===== Source material =====
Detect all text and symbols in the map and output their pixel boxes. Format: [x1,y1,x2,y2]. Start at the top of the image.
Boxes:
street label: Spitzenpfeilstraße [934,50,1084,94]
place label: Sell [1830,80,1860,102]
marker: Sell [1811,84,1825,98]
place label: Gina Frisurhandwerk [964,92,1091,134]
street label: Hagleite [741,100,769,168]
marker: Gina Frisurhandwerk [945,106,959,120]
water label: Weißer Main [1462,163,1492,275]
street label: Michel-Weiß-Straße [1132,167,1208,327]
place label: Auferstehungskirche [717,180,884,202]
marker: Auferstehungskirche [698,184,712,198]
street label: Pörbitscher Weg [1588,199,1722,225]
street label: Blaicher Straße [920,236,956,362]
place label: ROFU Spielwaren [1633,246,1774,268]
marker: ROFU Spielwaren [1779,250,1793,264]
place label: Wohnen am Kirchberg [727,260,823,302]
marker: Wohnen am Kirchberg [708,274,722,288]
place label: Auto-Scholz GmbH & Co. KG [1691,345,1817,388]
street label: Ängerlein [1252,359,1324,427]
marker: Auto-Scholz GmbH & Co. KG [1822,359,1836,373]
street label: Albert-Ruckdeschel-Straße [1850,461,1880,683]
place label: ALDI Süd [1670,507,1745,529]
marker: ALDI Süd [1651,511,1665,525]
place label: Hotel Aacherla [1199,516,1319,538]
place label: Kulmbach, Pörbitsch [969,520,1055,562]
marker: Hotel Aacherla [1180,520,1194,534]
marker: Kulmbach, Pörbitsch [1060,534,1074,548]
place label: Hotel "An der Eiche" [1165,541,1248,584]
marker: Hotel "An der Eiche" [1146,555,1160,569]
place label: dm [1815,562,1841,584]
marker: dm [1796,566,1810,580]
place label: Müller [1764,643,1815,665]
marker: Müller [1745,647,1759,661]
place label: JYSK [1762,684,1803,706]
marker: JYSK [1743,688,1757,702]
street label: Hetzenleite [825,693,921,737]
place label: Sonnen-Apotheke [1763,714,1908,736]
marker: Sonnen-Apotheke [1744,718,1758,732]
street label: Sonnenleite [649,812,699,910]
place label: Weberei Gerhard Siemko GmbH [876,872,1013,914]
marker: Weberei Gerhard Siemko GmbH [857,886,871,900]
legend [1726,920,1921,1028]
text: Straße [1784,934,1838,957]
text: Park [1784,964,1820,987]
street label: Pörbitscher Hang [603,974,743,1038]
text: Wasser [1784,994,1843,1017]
=====
Each of the entries must be set down again exactly.

Solution:
Detect all text and symbols in the map and output their pixel boxes. Format: [x1,y1,x2,y2]. Start at the top of the image.
Boxes:
street label: Spitzenpfeilstraße [934,50,1084,94]
place label: Sell [1830,80,1860,102]
marker: Sell [1811,84,1825,98]
place label: Gina Frisurhandwerk [964,92,1091,134]
street label: Hagleite [741,100,769,168]
marker: Gina Frisurhandwerk [945,106,959,120]
water label: Weißer Main [1462,163,1492,275]
street label: Michel-Weiß-Straße [1132,167,1208,327]
place label: Auferstehungskirche [717,180,884,202]
marker: Auferstehungskirche [698,184,712,198]
street label: Pörbitscher Weg [1588,199,1722,225]
street label: Blaicher Straße [920,236,956,362]
place label: ROFU Spielwaren [1633,246,1774,268]
marker: ROFU Spielwaren [1779,250,1793,264]
place label: Wohnen am Kirchberg [727,260,823,302]
marker: Wohnen am Kirchberg [708,274,722,288]
place label: Auto-Scholz GmbH & Co. KG [1691,345,1817,388]
street label: Ängerlein [1252,359,1324,427]
marker: Auto-Scholz GmbH & Co. KG [1822,359,1836,373]
street label: Albert-Ruckdeschel-Straße [1850,461,1880,683]
place label: ALDI Süd [1670,507,1745,529]
marker: ALDI Süd [1651,511,1665,525]
place label: Hotel Aacherla [1199,516,1319,538]
place label: Kulmbach, Pörbitsch [969,520,1055,562]
marker: Hotel Aacherla [1180,520,1194,534]
marker: Kulmbach, Pörbitsch [1060,534,1074,548]
place label: Hotel "An der Eiche" [1165,541,1248,584]
marker: Hotel "An der Eiche" [1146,555,1160,569]
place label: dm [1815,562,1841,584]
marker: dm [1796,566,1810,580]
place label: Müller [1764,643,1815,665]
marker: Müller [1745,647,1759,661]
place label: JYSK [1762,684,1803,706]
marker: JYSK [1743,688,1757,702]
street label: Hetzenleite [825,693,921,737]
place label: Sonnen-Apotheke [1763,714,1908,736]
marker: Sonnen-Apotheke [1744,718,1758,732]
street label: Sonnenleite [649,812,699,910]
place label: Weberei Gerhard Siemko GmbH [876,872,1013,914]
marker: Weberei Gerhard Siemko GmbH [857,886,871,900]
legend [1726,920,1921,1028]
text: Straße [1784,934,1838,957]
text: Park [1784,964,1820,987]
street label: Pörbitscher Hang [603,974,743,1038]
text: Wasser [1784,994,1843,1017]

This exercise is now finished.